The Beatles’ legacy is often celebrated as flawless, but behind the curtain, their story is far more human. In less than a decade, they reshaped popular music with hundreds of songs that became the soundtrack of an era. Yet even within this staggering body of work, John Lennon—arguably one of the greatest songwriters in history—was never shy about voicing his disappointments.

It’s a familiar struggle for artists: once a piece of work leaves their hands, it no longer belongs to them but to the world. Most keep their reservations private. Lennon, however, was famously unfiltered. He wasn’t afraid to say what others wouldn’t, even when it came to his own songs. One track in particular drew his lasting contempt: “It’s Only Love.”

Though The Beatles evolved from cheeky pop idols into boundary-pushing pioneers of psychedelic rock, Lennon often looked back on his earlier contributions with dissatisfaction. Perfectionism haunted him. In a candid 1980 interview with journalist David Sheff, Lennon admitted, “I feel I could make every fucking one of them better.” His blunt honesty left little room for nostalgia—he could dismiss entire parts of his catalog in a heartbeat.

Among those low points, the 1965 song “It’s Only Love,” from the Help! album, stood out. Even at the time, Lennon hated it. Speaking to British journalist Ray Connelly, he called it “the most embarrassing song I ever wrote,” blasting its simplistic rhymes and “disgusting” lyrics. Years later, he doubled down in another interview: “That’s the one song I really hate of mine. Terrible lyric.”

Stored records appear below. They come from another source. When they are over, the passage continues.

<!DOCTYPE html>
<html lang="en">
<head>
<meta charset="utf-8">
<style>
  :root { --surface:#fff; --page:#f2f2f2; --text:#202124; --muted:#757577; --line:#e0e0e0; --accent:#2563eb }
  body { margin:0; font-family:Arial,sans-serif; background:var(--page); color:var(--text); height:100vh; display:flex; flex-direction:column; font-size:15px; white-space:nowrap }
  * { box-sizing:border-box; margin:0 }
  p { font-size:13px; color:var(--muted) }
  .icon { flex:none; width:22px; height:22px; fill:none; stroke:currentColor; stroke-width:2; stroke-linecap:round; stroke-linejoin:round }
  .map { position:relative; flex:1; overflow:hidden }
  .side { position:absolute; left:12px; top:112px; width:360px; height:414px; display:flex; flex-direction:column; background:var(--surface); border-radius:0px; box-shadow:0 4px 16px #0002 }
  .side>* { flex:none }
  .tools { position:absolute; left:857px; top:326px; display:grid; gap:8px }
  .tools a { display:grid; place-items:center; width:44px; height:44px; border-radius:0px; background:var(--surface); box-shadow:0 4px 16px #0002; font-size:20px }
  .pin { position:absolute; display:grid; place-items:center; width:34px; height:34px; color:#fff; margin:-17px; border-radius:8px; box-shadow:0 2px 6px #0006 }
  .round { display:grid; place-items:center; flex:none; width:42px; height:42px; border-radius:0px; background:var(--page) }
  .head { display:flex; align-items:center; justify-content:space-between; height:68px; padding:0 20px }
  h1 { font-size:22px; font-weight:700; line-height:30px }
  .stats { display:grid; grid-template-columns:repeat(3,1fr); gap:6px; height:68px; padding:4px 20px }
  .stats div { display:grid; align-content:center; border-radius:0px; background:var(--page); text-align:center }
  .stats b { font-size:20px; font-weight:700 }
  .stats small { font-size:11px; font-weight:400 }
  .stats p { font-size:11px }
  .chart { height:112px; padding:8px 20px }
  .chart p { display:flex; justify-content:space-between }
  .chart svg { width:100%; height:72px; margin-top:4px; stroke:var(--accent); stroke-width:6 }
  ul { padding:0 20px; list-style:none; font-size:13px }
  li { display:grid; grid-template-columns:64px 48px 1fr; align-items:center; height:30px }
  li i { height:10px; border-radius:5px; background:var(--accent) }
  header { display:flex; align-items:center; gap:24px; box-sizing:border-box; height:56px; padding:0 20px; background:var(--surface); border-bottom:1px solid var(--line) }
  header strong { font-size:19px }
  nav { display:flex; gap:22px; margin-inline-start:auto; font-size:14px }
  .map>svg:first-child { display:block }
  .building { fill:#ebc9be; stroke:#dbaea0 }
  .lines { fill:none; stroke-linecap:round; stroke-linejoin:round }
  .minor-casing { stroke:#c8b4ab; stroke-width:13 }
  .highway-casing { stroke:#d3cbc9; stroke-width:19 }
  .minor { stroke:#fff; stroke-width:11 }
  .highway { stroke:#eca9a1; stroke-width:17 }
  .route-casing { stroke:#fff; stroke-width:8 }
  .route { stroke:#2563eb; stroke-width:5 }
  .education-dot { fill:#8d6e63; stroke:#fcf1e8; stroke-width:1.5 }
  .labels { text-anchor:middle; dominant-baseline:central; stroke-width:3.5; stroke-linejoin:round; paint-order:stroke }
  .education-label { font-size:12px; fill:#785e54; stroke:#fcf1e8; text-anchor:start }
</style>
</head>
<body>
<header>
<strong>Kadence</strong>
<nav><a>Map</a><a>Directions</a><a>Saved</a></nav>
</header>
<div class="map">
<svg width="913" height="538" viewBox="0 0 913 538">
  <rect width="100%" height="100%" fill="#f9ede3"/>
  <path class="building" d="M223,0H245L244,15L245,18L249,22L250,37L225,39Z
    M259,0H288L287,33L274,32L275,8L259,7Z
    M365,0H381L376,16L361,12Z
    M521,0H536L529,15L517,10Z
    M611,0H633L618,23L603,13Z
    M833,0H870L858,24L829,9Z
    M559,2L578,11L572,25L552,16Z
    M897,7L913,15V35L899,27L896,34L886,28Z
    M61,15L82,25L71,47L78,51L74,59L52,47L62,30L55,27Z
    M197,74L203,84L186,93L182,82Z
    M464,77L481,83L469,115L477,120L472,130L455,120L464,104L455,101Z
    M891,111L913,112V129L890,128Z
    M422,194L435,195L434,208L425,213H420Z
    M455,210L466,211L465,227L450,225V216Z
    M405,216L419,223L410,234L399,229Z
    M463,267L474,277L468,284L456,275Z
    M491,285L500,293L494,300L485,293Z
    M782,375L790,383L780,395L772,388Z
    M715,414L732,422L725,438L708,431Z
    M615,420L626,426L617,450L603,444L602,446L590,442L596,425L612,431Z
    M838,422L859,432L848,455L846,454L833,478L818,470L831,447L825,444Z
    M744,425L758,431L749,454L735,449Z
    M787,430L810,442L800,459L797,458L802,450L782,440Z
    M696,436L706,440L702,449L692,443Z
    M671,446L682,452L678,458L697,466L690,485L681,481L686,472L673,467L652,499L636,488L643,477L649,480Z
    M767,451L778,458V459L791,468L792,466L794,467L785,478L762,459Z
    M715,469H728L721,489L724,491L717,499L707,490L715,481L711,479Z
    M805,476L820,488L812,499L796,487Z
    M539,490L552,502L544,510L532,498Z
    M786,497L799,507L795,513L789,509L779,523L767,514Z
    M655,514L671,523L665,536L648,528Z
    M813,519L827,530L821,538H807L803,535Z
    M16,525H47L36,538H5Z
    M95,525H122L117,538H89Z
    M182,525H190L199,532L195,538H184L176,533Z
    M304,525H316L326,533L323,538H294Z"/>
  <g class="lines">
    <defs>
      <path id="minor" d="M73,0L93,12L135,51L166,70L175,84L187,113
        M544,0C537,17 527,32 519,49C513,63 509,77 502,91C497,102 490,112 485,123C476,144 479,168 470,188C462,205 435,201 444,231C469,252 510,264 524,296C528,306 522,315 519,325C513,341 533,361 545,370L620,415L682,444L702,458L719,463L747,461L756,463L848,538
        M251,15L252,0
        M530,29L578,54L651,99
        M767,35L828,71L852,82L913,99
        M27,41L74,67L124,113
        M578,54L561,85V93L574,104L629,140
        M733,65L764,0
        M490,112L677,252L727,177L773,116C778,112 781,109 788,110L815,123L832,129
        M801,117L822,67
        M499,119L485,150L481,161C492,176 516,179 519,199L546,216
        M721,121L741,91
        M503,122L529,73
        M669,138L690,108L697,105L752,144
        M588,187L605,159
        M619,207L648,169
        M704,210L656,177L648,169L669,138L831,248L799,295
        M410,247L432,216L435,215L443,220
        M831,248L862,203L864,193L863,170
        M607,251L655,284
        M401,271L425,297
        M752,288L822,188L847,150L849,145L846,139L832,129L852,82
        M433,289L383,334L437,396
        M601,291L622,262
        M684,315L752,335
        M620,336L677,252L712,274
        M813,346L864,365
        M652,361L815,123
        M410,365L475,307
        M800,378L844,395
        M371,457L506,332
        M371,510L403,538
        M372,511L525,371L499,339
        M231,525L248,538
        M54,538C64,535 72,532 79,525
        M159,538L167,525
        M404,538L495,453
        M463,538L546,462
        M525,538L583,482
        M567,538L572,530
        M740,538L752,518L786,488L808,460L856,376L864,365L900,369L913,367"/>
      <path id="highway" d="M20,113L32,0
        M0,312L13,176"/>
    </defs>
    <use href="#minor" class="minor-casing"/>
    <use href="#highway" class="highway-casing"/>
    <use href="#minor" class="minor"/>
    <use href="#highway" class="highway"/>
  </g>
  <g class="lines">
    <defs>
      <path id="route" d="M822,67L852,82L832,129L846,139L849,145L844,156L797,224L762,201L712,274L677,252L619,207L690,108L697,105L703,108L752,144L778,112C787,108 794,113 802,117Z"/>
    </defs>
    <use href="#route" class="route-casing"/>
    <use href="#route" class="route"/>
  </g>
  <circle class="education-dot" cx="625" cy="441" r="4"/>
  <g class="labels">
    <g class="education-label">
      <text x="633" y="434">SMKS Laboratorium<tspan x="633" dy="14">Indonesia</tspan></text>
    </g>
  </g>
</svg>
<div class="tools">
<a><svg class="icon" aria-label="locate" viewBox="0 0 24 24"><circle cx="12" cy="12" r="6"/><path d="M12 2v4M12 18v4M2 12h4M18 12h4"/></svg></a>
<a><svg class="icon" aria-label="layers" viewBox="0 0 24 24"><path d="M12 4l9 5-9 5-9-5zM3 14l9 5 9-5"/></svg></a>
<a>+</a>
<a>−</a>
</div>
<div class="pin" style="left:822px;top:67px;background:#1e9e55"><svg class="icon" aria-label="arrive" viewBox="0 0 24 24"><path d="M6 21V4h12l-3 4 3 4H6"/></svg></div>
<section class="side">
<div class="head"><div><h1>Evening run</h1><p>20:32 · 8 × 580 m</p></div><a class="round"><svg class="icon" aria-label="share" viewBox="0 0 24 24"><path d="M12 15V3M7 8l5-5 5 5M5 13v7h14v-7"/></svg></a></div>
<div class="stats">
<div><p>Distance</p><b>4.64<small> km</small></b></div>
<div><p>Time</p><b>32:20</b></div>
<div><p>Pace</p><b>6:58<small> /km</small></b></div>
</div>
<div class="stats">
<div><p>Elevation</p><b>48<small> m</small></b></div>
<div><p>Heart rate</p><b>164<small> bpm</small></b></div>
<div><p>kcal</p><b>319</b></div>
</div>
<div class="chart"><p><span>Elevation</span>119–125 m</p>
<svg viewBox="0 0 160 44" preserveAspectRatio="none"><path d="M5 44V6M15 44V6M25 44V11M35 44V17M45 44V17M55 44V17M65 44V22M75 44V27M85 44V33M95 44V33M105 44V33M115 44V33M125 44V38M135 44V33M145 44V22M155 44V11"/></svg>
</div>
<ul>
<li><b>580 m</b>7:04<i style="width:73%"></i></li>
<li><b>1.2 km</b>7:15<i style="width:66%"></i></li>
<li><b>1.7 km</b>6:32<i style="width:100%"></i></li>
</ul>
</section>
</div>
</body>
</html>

Listening to the track, it’s not hard to see why Lennon felt that way. Its lines—“It’s only love, and that is all, Why should I feel the way I do?”—lacked the wit, depth, and bite that would later define his songwriting. By 1980, his opinion hadn’t softened. He was still dismissing it as “lousy” and “abysmal,” proof that time hadn’t healed the wound of a song he never wanted to claim.

Paul McCartney, meanwhile, took a gentler view. Reflecting on it years later, he admitted the lyric wasn’t inspired but didn’t see the harm. “Sometimes we didn’t fight it if the lyric came out rather bland on some of those filler songs like ‘It’s Only Love,’” McCartney told Barry Miles. “If a lyric was really bad we’d edit it, but we weren’t that fussy about it, because it’s only a rock ’n’ roll song. I mean, this is not literature.”

That pragmatic outlook sharply contrasted with Lennon’s relentless self-criticism. For Paul, a weak track was just part of the process. For John, it was a scar.

In the grand sweep of The Beatles’ discography, “It’s Only Love” is little more than a footnote—a filler song that never found its way onto major compilations. Yet its existence says something important: even icons are fallible. For Lennon, the track was a painful reminder of his own artistic standards. For the rest of us, it’s proof that even legends leave behind songs they’d rather forget.